Michigan House

michiganhouse

by Morgan Davis.

Architect: Charles W. Maass
Location: 6th and Oak Streets, Calumet
Built: 19051

michiganhouse
Michigan House. Photo by A. K. Hoagland, 2008.

Built for the Bosch Brewing Company, the Michigan House is a roughly square building, four bays by four bays, with two storefronts along Oak Street and a central doorway to upper floors. The corner storefront with a recessed corner entrance was historically occupied by a saloon designed to feature Bosch Brewing Company products, with a largely intact interior, including oak booths and murals painted by Associated Artists of Milwaukee. The east storefront was occupied by a restaurant dining room which also retains some historic interior features, including a large Moorish-inspired arts and crafts fireplace.

On the exterior of the building, the Oak and Sixth Street facades are divided by pilasters into four bays on each face, with a copper cornice. The center bays on the front of the building have paired windows, and are flanked by two-story oriel windows. Bull’s-eye windows top the bays without oriels.

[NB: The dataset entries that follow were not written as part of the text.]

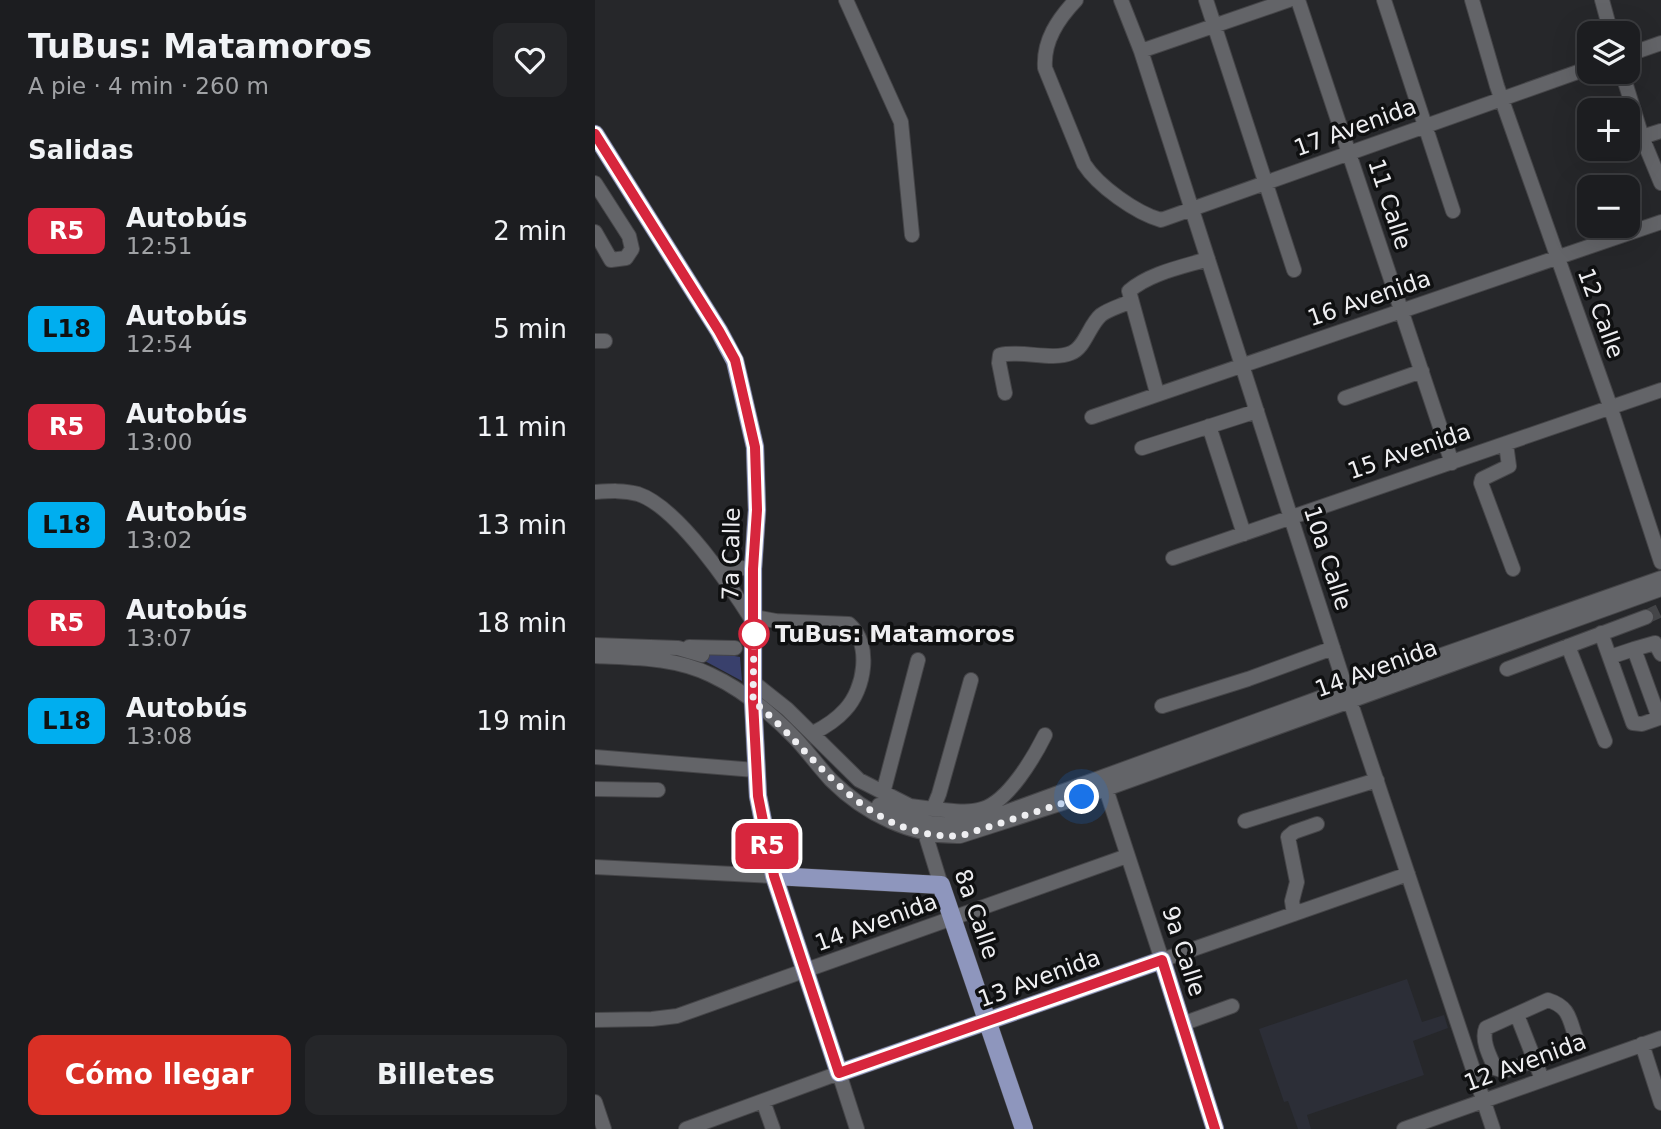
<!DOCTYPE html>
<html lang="es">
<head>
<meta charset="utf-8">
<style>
	:root { --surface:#1c1d20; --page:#252629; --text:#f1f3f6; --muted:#a0a2a5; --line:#3a3b3e; --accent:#d93025 }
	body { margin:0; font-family:"DejaVu Sans",sans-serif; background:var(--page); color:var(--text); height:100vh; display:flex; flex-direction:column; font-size:26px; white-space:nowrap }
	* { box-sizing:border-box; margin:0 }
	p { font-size:23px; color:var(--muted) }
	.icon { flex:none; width:38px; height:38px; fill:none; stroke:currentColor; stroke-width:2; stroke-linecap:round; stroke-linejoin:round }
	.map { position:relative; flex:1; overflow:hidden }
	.sheet { display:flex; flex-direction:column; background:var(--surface); width:595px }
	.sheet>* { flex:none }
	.badge { padding:0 14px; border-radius:10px; font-size:24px; line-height:46px }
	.controls { position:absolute; left:982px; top:21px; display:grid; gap:14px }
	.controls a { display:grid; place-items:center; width:63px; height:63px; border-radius:14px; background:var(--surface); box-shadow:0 7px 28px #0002,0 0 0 2px var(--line); font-size:35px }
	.you { position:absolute; width:35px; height:35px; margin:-18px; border:5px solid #fff; border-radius:50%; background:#1a73e8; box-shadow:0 0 0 10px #1a73e833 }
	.map>.badge { position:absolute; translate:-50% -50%; box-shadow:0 0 0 4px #fff }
	h2 { padding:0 28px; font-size:26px; line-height:63px }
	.round { display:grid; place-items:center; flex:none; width:74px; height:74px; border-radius:14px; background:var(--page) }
	.summary { display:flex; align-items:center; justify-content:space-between; height:119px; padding:0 28px }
	h1 { font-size:33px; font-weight:600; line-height:52px }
	.button { display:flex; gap:14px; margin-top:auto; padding:14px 28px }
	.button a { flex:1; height:80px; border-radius:14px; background:var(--accent); color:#fff; font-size:28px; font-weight:600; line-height:80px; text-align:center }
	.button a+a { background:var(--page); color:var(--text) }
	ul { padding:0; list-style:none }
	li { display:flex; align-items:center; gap:21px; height:98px; padding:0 28px }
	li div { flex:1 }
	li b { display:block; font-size:26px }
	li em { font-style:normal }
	li .badge { min-width:77px; font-weight:700; text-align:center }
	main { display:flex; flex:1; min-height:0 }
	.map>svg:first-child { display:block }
	.built { fill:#2c2e37 }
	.green { fill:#39406c }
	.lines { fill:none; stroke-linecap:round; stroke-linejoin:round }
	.minor-tunnel { stroke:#444548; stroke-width:14; stroke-dasharray:14 7; stroke-linecap:butt }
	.minor-casing { stroke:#454548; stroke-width:16 }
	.major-casing { stroke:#454548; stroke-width:19 }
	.minor { stroke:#636468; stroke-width:14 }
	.major { stroke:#8e96bd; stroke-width:18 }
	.line-casing { stroke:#fff; stroke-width:16 }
	.line { stroke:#d7263d; stroke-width:10 }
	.walk { stroke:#eeeef1; stroke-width:7; stroke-dasharray:0 12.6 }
	.stop-dot { fill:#fff; stroke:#d7263d; stroke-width:3.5 }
	.labels { text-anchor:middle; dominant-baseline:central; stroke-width:7; stroke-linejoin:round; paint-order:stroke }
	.street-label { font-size:23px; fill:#eeeef1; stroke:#0f1011 }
	.stop-label { font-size:23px; font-weight:bold; fill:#eeeef1; stroke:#0f1011; text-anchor:start }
</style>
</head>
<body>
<main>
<section class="sheet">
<div class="summary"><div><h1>TuBus: Matamoros</h1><p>A pie · 4 min · 260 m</p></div><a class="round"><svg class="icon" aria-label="heart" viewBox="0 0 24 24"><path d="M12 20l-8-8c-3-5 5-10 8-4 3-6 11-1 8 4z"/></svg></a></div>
<h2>Salidas</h2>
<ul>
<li><span class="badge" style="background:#d7263d;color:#fff">R5</span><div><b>Autobús</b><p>12:51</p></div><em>2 min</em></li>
<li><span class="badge" style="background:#00aeef;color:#111">L18</span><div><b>Autobús</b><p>12:54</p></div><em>5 min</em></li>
<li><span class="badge" style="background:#d7263d;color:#fff">R5</span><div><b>Autobús</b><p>13:00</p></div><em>11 min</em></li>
<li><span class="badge" style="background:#00aeef;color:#111">L18</span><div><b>Autobús</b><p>13:02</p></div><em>13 min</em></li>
<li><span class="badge" style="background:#d7263d;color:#fff">R5</span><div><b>Autobús</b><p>13:07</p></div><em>18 min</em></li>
<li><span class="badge" style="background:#00aeef;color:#111">L18</span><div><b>Autobús</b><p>13:08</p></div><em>19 min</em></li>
</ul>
<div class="button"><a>Cómo llegar</a><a>Billetes</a></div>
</section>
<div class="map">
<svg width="1066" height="1129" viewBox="0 0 1066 1129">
	<rect width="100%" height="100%" fill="#26272a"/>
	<path class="built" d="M812,979l15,43 22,-7 4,13 -35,13 11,34 -117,40 4,14h-13l-10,-28 -4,1 -25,-73z"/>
	<path class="green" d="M108,650l37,7 2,24 -39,-21z"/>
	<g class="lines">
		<path class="minor-tunnel" d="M1051,617l15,-7"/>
		<g class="minor-casing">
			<path id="minor" d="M251,0l55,122 11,113
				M481,0c-18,19 -33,41 -31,68l39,96c14,22 52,49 77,56l428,-152
				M526,0l20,51 205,638 147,440
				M611,0l88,270
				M703,0l154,463
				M789,0l69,211
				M877,0l25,86 110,311 54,165
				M1007,0l9,33
				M546,51l148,-51
				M1032,55l34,-12
				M1027,72l20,65 19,46
				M1047,137l19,-6
				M0,183l34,53 3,13 -6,9 -15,2 -16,-28
				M0,341h10
				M410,393l-6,-30 1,-8c22,-5 52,6 71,-2 14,-5 18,-28 30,-38 8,-6 20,-9 30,-14
				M562,393l-28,-102c21,-18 53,-24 79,-32
				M750,398l77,-27
				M497,417l569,-195
				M614,426l35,108
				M911,444l3,22 -27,13 -1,4 32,86
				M547,448l115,-37
				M0,492c15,-1 29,-2 43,2 40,13 94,94 116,129
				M578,558l488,-168
				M122,566l36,3
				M160,617l21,4 73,3c23,20 16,65 -4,86 -8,9 -22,18 -32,23
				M1006,633l32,90 9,1 17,-6 -25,-69 -24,8
				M0,645l83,3 24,7
				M973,646l37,95
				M94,647l46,1
				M1039,649l21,-6 6,11
				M0,656c39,2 79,1 116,19 32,15 60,38 85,64 12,13 23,28 35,41 34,34 81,57 129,56l146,-47 555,-200
				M912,669l139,-52
				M158,682l34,27 72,71 51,26 23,3 6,-15 32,-114
				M567,706l86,-27 85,-31
				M0,757l160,13
				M0,789l63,1
				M511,789l56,171 246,-86
				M288,793l35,-133
				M284,805c32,18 68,24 105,15l338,-123 339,-119
				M338,809c16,1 34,5 49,0 26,-7 52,-52 63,-74
				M650,821l132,-41
				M330,833l16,52
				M0,867l179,9
				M699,914l-2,-13 5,-19 -9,-45 6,-5 23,-8
				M953,1000c22,7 21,19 28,38l-5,10 -67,23 -9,-3c-5,-11 -14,-28 -9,-40z
				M922,1015l25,64
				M0,1020l57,-1 25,-3 450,-160
				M587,1024l50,-18
				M1047,1044l19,59
				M168,1101l10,28
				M0,1102l9,27
				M91,1129l153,-56 18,56
				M809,1129l257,-91"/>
		</g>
		<g class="major-casing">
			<path id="major" d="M0,134l124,197 16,30 20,86 2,63 -4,59v131l5,96 16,80 65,197 323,-113 53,169
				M179,876l167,9 83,244"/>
		</g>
		<use href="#minor" class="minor"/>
		<use href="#major" class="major"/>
	</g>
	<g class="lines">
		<g class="line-casing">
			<path id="line" d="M0,134l124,197 16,29 20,87 2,63 -4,59v132l5,95 16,80 65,197 323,-113 53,169"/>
		</g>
		<use href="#line" class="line"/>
		<path class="walk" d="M159,634l-1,67c66,55 109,138 207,135l122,-39"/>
	</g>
	<circle class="stop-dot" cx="159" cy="634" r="14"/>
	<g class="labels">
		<g class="street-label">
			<text transform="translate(760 127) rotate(-20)">17 Avenida</text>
			<text transform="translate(795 204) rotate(72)">11 Calle</text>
			<text transform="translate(774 298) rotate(-19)">16 Avenida</text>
			<text transform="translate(1006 313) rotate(70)">12 Calle</text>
			<text transform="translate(814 451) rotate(-19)">15 Avenida</text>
			<text transform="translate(136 554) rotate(-89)">7a Calle</text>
			<text transform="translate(733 558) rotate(72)">10a Calle</text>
			<text transform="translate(781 668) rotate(-20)">14 Avenida</text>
			<text transform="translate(382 914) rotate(71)">8a Calle</text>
			<text transform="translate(281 922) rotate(-20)">14 Avenida</text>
			<text transform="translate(589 951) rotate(72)">9a Calle</text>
			<text transform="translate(444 978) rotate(-20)">13 Avenida</text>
			<text transform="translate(930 1062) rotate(-20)">12 Avenida</text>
		</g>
		<g class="stop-label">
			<text x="180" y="634">TuBus: Matamoros</text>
		</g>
	</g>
</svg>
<div class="controls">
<a><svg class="icon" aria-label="layers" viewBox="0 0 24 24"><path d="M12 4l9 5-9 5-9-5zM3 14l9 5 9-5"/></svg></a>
<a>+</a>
<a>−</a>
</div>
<div class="you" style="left:487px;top:797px"></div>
<b class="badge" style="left:172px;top:846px;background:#d7263d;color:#fff">R5</b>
</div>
</main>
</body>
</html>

The second and third floors of the building may have been divided into four two-room “bachelor” flats, each with a sitting room with a fireplace and a bedroom, separated by pocket doors. Tenants would have taken their meals in the dining room downstairs. The upper floors were later converted into conventional apartments.

The building still houses a bar and restaurant.

hotelmichigan
Hotel Michigan. From Tyler’s Souvenir of the Copper Country: Upper Peninsula of Michigan (Keweenaw Printing Co., 1907).

Buildings by Maass, et al., in the Copper Country

Notes

  1. “Will Erect Another Block,” Daily Mining Gazette 23 December 1905.